**Data:**
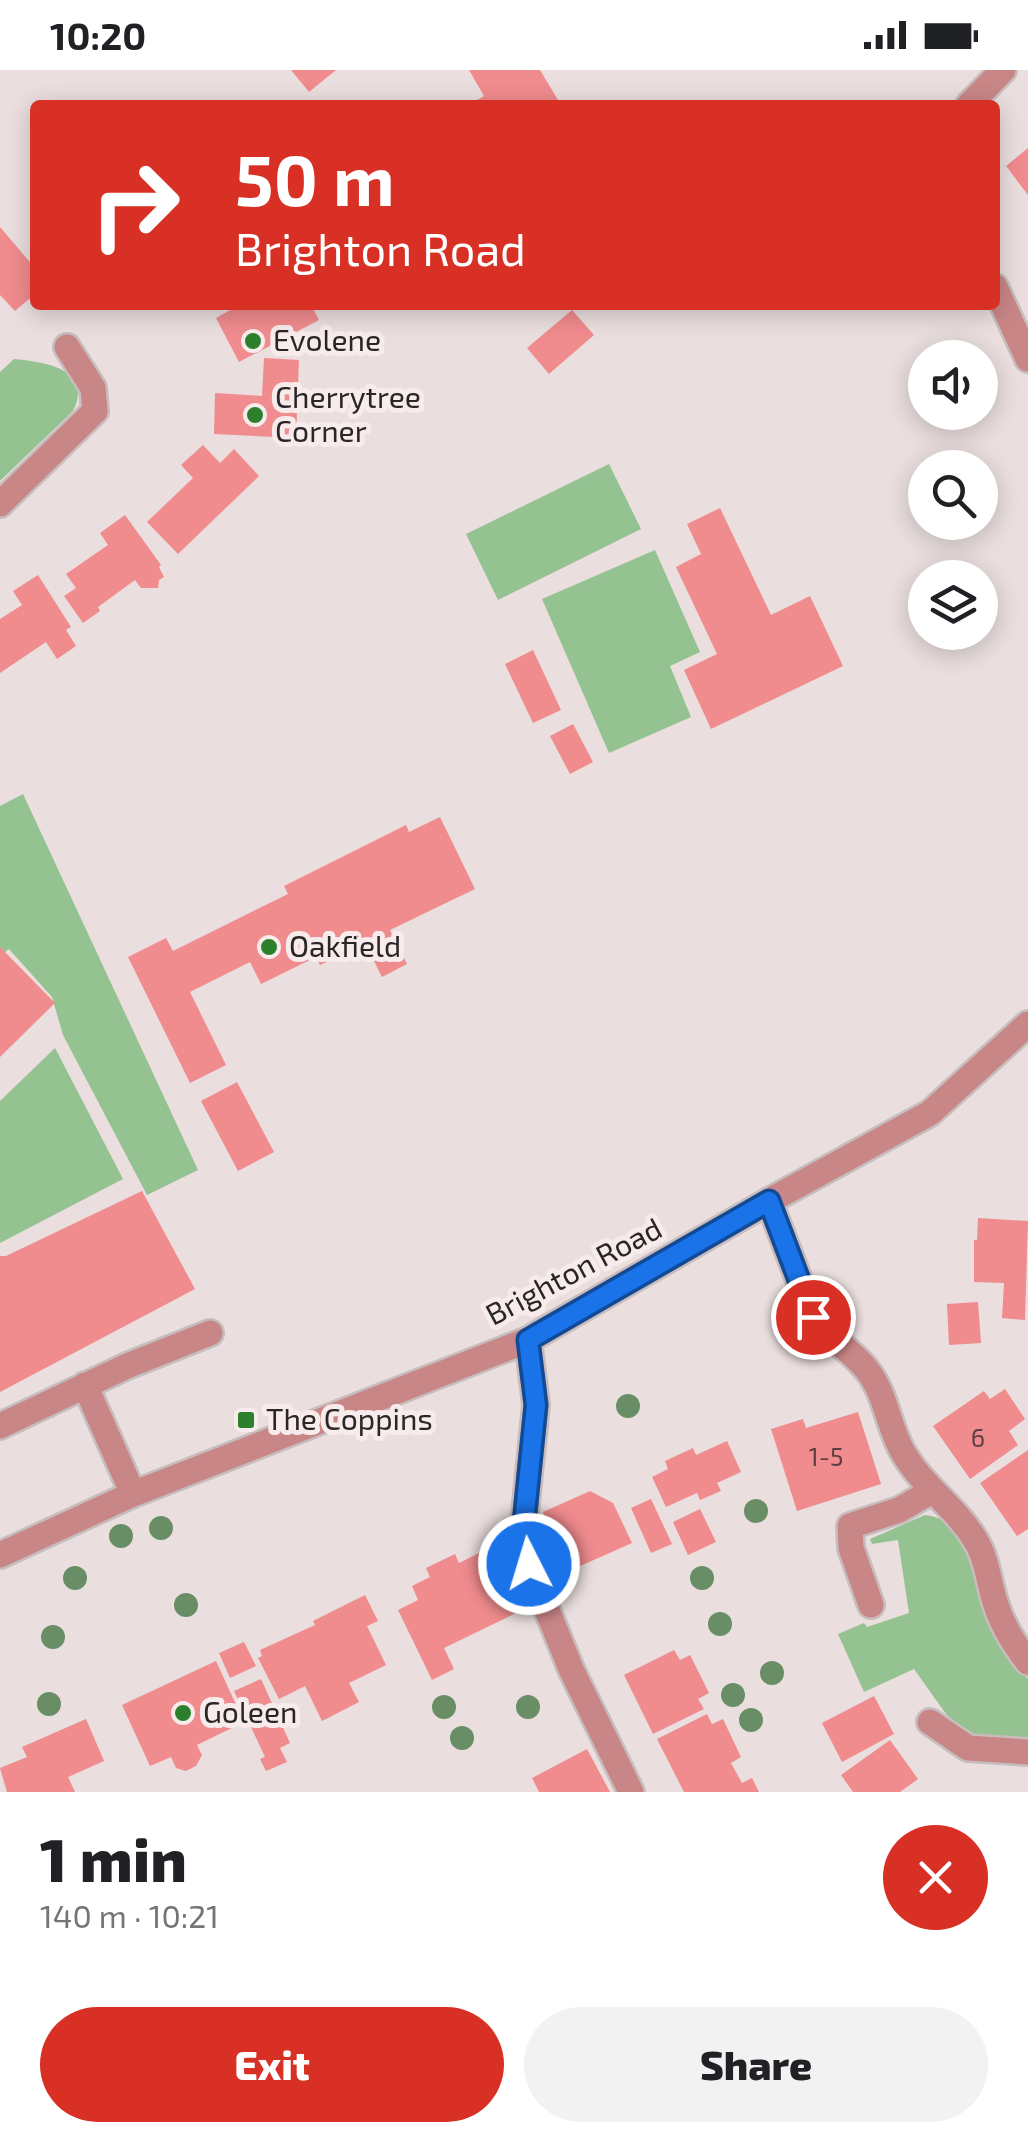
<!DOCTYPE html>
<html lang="en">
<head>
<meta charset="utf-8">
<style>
	:root { --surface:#fff; --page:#f2f2f2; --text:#202124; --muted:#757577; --accent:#d93025 }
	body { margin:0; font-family:"Exo 2",sans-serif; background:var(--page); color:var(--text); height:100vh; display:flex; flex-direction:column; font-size:38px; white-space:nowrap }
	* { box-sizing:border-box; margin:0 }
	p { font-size:32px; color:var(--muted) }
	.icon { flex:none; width:55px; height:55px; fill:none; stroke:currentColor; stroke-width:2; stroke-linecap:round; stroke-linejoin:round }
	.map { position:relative; height:1722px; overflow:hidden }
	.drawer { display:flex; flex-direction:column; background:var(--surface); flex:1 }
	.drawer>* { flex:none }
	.guide { position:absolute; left:30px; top:30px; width:970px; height:210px; border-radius:10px; box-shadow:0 5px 25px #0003; background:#d93025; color:#fff; overflow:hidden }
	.controls { position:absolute; left:908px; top:270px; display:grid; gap:20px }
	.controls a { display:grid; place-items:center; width:90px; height:90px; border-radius:50%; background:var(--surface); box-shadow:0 5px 25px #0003; font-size:50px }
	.pin { position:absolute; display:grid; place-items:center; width:85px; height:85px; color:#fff; margin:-42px; border:5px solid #fff; border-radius:50%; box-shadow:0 2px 10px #0007 }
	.me { position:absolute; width:110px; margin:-55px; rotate:355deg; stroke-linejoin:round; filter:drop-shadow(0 0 8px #0008) }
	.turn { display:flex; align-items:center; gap:35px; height:210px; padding:0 40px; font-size:45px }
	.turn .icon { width:130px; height:130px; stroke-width:2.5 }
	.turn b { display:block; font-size:70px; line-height:85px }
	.round { display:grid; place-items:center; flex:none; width:105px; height:105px; border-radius:52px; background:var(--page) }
	.headline { display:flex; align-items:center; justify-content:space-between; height:170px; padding:0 40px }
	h1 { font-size:60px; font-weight:800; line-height:75px }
	.primary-button { display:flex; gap:20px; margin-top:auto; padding:20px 40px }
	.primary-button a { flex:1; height:115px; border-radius:60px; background:var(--accent); color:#fff; font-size:40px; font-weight:800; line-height:115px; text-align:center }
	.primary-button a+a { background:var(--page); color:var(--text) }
	.status { display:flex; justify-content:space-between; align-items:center; height:70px; padding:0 50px; background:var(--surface); direction:ltr }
	.status svg { height:28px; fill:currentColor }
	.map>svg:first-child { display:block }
</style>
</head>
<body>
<div class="status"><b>10:20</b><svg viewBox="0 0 49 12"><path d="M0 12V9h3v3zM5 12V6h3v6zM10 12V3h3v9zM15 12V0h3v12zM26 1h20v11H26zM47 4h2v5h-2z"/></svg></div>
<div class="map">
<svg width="1028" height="1722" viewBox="0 0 1028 1722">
	<rect width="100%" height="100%" fill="#eadede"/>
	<path fill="#94c291" d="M14 289C45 292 94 299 73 341L0 411V302Z
		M609 394 641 459 498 530 466 464Z
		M655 480 700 582 670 596 691 647 609 683 542 529Z
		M23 724 198 1100 147 1125 63 965 52 927 9 879 4 883 0 879V736Z
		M55 978 123 1109 0 1173V1031Z
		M925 1445C968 1449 973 1510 986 1541 995 1564 1010 1592 1028 1609V1671L974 1668 946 1644 914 1599 864 1622 838 1564 864 1553 867 1557 909 1543 898 1470 872 1474 870 1469Z"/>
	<path fill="#f08b8e" d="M291 0H336L309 22Z
		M469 0H540L561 35H469L484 26Z
		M1028 78V125L1006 96Z
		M0 157 35 198V224L15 241 0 225Z
		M239 235H311L319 250 239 292 216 248Z
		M572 240 594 265 549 304 527 278Z
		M264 288 299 290 296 368 214 364 215 323 262 326Z
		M203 375 220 393 234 379 259 406 178 484 147 452 193 408 181 395Z
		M720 438 771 545 810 526 843 596 711 659 684 600 717 584 676 497 701 484 687 454Z
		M125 445 161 495 159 497 164 507 159 510 158 518H141L135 510 98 537 100 541 83 553 64 526 76 518 66 504 108 475 100 463Z
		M38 505 71 557 66 560 76 576 57 589 46 572 0 603V549L22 535 13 521Z
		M533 580 561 640 533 653 505 594Z
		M573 654 593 692 570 704 550 666Z
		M440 747 475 819 390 860 407 894 382 907 365 873 320 895 316 887 261 914 250 892 190 922 226 995 190 1013 128 887 166 868 173 881 288 824 284 816 406 755 409 762Z
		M0 877 55 933 0 987Z
		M237 1012 274 1082 238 1101 201 1031Z
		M142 1121 195 1219 0 1322V1186H6Z
		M978 1148 1028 1151 1025 1250 1002 1248 1004 1213 974 1212V1170H977Z
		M978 1232 981 1273 949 1275 947 1234Z
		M1005 1319 1025 1349 1009 1361 1018 1375 970 1409 933 1356 984 1321 990 1329Z
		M858 1342 881 1414 797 1441 771 1359 803 1349 806 1358Z
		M727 1371 741 1402 717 1413 721 1421 700 1430 697 1423 666 1437 652 1407 668 1399 665 1391 693 1378 696 1385Z
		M1028 1380V1459L1017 1466 980 1413Z
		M590 1421 613 1433 632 1473 569 1501 543 1442Z
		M651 1429 672 1474 651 1483 631 1438Z
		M700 1439 716 1472 688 1485 673 1452Z
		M487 1479 518 1542 444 1578 454 1599 432 1610 398 1540 418 1530 412 1516 430 1507 426 1498 455 1484 459 1493Z
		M365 1525 378 1551 367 1556 386 1595 349 1613 359 1632 322 1651 305 1616 279 1629 258 1588 262 1586 260 1580 315 1555 313 1551Z
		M244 1572 256 1596 230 1608 219 1583Z
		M674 1580 680 1590 690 1585 709 1623 698 1629 704 1639 653 1664 624 1605Z
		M216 1591 244 1652 197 1675 202 1685 196 1696 186 1701 176 1698 171 1687 150 1696 122 1635Z
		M261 1609 290 1673 280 1678 287 1692 266 1701 260 1689 265 1687 234 1621Z
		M874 1626 894 1664 842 1692 822 1653Z
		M707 1644 712 1654 723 1649 741 1687 731 1693 742 1713 752 1708 759 1722H684L657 1669Z
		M86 1649 104 1691 68 1707 75 1722H7L0 1698 27 1687 22 1677Z
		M890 1670 918 1709 900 1722H853L841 1705Z
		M587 1679 610 1722H539L532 1708Z"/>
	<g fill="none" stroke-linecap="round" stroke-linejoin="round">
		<g stroke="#c7bdbd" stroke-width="30">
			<path id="minor" d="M969 35 1003 0
				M995 217 1028 289
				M0 434 95 341 93 318 67 277
				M769 1131 813 1247C827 1268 851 1279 867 1300 887 1325 888 1358 904 1384 924 1418 959 1440 977 1473 987 1490 989 1513 995 1532 1002 1555 1013 1573 1028 1592
				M528 1270 536 1335 524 1453 529 1495 571 1599 631 1722
				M85 1315 133 1424
				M0 1356 127 1296 210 1263
				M0 1485 133 1424 528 1270 769 1131 930 1043 1028 954
				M871 1535 851 1478 850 1456 899 1440 932 1421
				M930 1652 968 1678 1028 1682"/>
		</g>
		<use href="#minor" stroke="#c98687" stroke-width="25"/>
	</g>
	<g fill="#698e66">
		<circle cx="628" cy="1336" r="12"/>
		<circle cx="756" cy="1441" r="12"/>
		<circle cx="161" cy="1458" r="12"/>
		<circle cx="121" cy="1466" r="12"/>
		<circle cx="75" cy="1508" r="12"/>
		<circle cx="702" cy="1508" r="12"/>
		<circle cx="186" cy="1535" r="12"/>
		<circle cx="720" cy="1554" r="12"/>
		<circle cx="53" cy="1567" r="12"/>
		<circle cx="772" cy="1603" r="12"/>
		<circle cx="733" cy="1625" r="12"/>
		<circle cx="49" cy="1634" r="12"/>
		<circle cx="444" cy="1637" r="12"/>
		<circle cx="528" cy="1637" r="12"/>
		<circle cx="751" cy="1650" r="12"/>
		<circle cx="462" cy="1668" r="12"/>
	</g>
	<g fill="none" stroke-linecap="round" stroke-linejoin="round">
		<g stroke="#114b97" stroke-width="25">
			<path id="route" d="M529 1494 524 1453 536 1335 528 1270 769 1131 813 1247"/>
		</g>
		<use href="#route" stroke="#1a73e8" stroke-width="18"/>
	</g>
	<g fill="#2c7f2c" stroke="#f7ebeb" stroke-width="4">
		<circle cx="253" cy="271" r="10"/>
		<circle cx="255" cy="345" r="10"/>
		<circle cx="269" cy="877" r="10"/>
		<rect x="236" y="1340" width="20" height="20" rx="5"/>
		<circle cx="183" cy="1643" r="10"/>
	</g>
	<g text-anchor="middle" stroke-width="10" stroke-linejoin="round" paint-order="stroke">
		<g font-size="25" fill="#5c3f40">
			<text x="978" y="1377">6</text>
			<text x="826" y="1396">1-5</text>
		</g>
		<g font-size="30" fill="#2a2626" stroke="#f7ebeb" text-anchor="start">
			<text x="273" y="281">Evolene</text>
			<text x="275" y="338">Cherrytree<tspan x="275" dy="34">Corner</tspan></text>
			<text x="289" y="887">Oakfield</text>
			<text x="266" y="1360">The Coppins</text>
			<text x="203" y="1653">Goleen</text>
		</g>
		<g font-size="30" fill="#2a2626" stroke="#f7ebeb">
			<text transform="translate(574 1202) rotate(-28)" y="10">Brighton Road</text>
		</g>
	</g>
</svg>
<div class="controls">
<a><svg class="icon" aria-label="sound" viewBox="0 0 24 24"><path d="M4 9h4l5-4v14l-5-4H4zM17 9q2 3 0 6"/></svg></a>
<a><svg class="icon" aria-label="search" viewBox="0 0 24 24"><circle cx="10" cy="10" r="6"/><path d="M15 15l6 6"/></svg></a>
<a><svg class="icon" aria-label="layers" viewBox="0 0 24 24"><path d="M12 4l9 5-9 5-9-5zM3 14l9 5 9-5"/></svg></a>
</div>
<div class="pin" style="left:813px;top:1247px;background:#d93025"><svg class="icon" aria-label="arrive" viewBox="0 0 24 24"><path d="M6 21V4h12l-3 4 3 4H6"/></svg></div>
<svg class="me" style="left:529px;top:1494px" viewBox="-20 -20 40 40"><circle r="17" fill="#1a73e8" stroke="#fff" stroke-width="3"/><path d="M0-11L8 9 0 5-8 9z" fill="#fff"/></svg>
<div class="guide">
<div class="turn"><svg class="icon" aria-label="right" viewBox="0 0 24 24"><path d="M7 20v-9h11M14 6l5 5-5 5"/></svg><div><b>50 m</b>Brighton Road</div></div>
</div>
</div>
<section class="drawer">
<div class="headline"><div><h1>1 min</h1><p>140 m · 10:21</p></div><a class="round" style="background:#d93025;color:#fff"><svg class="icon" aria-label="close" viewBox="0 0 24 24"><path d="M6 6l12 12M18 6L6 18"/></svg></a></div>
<div class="primary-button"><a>Exit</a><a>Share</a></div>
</section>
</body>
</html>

**Exercise description:** Look through the entries above and copy each line that has "controls" in it.

**Written response:**
	.controls { position:absolute; left:908px; top:270px; display:grid; gap:20px }
	.controls a { display:grid; place-items:center; width:90px; height:90px; border-radius:50%; background:var(--surface); box-shadow:0 5px 25px #0003; font-size:50px }
<div class="controls">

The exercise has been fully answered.